**Activity:** Every line in the records below that holds the word "column" is to be copied.

Stored items:
§ §
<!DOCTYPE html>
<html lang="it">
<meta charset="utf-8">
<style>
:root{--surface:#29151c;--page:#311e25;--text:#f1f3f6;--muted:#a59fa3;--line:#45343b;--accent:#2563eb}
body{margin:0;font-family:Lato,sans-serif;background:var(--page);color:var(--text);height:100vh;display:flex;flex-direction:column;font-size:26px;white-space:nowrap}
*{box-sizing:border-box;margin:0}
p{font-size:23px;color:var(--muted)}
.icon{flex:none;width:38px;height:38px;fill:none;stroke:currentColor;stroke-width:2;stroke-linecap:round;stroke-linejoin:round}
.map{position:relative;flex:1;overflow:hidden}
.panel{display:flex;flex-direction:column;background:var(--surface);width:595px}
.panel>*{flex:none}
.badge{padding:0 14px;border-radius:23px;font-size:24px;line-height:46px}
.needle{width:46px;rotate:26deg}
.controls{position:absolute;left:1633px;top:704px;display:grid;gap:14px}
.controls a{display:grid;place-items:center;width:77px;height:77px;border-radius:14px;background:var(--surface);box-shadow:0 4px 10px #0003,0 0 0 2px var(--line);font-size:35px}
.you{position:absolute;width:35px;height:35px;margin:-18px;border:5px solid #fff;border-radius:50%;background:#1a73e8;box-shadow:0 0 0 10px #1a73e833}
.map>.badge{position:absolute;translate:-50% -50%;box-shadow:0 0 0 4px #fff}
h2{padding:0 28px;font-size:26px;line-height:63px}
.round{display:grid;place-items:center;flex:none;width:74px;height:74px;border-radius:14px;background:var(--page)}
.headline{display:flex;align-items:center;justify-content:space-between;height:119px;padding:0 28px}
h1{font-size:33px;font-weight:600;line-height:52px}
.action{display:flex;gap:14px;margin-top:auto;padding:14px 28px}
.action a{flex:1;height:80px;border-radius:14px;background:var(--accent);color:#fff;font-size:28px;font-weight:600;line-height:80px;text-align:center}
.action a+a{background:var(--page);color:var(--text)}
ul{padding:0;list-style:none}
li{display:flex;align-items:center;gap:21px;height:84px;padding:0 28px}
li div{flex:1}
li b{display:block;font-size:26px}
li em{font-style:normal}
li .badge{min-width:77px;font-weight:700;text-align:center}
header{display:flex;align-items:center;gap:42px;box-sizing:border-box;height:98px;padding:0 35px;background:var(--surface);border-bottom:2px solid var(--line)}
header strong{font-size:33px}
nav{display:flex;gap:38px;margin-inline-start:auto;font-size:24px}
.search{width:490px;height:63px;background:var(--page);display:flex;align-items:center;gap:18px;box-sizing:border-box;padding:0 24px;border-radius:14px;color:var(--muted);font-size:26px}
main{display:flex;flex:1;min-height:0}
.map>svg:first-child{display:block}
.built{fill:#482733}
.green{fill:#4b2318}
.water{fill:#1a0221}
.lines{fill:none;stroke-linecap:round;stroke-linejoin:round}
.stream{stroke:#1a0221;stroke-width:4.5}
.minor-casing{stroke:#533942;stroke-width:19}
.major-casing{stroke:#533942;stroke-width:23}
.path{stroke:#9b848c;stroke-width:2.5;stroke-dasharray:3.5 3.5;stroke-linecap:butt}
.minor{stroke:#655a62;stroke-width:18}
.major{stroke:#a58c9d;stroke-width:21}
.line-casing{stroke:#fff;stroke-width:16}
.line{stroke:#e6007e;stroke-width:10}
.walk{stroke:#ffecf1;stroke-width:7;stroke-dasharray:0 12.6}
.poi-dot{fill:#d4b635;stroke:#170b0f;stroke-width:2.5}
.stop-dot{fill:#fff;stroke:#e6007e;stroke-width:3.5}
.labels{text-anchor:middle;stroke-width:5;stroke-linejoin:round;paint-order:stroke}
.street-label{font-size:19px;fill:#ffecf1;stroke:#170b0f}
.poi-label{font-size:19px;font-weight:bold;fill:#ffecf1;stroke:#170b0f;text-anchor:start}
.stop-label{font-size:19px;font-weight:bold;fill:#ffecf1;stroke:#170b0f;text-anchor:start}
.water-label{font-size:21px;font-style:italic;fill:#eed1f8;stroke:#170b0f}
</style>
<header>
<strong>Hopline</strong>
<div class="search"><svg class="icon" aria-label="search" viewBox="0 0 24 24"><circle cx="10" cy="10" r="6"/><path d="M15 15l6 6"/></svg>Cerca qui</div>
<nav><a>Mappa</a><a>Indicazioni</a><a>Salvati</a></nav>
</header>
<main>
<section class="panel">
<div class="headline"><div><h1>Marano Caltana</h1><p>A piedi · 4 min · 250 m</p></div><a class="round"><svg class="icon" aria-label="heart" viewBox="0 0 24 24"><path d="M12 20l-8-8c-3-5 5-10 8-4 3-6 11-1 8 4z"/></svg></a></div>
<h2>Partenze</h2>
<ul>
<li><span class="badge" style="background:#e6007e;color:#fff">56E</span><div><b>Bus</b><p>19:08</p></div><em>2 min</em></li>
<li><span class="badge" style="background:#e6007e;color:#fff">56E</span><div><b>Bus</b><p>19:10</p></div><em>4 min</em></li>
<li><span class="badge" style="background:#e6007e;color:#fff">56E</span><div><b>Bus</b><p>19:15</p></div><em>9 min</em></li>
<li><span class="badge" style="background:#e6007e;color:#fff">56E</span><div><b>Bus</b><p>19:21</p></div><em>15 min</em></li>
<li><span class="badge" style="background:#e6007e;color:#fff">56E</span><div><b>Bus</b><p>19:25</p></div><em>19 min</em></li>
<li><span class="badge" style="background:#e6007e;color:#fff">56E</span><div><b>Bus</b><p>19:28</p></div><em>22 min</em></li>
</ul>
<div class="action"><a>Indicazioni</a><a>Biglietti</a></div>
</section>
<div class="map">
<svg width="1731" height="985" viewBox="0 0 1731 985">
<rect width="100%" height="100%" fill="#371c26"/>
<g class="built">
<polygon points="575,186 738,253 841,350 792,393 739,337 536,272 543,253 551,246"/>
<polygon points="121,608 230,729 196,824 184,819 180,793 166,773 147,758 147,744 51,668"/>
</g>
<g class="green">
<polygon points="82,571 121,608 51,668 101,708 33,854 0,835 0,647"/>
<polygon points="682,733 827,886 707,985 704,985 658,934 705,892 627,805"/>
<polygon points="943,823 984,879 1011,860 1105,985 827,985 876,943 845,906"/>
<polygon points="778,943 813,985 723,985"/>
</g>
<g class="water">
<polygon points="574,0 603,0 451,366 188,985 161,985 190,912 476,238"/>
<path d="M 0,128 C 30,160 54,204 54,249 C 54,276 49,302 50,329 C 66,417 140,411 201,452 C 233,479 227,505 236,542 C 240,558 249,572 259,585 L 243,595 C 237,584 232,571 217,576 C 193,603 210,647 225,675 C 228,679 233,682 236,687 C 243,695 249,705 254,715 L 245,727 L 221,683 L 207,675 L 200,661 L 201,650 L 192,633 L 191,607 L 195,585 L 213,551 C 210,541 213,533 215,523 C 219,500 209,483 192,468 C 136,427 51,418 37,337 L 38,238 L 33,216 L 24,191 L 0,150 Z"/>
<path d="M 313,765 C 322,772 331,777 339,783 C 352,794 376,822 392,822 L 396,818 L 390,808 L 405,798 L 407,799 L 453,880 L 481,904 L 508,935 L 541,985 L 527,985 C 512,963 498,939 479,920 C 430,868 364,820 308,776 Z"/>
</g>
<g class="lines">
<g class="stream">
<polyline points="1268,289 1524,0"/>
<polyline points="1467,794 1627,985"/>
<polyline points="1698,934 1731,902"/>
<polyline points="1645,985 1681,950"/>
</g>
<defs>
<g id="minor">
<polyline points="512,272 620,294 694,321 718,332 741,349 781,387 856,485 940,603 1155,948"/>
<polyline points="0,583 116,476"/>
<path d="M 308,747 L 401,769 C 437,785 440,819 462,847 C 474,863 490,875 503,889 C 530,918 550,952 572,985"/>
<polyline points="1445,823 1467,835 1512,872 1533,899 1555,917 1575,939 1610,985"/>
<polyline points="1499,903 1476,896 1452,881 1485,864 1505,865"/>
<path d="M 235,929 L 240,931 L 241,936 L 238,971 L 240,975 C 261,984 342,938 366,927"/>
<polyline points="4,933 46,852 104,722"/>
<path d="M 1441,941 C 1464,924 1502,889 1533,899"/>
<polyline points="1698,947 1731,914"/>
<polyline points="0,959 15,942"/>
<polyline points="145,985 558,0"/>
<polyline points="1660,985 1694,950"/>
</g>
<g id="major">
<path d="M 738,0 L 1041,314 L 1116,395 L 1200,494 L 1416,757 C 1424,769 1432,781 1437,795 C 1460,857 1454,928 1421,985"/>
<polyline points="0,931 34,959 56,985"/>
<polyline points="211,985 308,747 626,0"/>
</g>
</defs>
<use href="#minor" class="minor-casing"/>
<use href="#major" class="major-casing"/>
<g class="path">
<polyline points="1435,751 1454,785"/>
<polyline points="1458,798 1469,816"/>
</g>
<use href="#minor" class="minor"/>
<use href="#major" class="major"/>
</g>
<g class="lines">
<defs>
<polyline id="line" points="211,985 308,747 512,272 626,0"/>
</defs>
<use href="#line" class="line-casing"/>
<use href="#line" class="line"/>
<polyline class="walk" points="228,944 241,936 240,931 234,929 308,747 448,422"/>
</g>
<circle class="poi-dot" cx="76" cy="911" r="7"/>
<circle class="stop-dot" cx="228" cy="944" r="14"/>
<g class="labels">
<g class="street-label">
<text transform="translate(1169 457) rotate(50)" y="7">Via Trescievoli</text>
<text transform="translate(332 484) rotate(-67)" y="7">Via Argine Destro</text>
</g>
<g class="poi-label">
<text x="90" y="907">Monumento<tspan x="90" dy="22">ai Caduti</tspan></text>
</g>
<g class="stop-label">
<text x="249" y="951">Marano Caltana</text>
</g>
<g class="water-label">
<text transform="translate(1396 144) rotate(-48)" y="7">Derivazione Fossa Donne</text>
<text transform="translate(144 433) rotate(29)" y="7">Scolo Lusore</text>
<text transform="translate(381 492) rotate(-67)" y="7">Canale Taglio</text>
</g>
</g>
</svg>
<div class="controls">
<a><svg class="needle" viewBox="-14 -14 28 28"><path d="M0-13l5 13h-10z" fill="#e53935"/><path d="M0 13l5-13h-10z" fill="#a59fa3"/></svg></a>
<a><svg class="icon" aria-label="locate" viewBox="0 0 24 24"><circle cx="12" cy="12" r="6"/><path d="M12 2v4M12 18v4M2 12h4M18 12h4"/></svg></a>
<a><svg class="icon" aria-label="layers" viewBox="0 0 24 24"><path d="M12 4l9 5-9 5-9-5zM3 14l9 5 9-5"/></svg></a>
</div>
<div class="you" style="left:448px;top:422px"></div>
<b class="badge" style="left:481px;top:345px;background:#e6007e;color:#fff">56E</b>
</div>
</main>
§ §
**Result below:**
body{margin:0;font-family:Lato,sans-serif;background:var(--page);color:var(--text);height:100vh;display:flex;flex-direction:column;font-size:26px;white-space:nowrap}
.panel{display:flex;flex-direction:column;background:var(--surface);width:595px}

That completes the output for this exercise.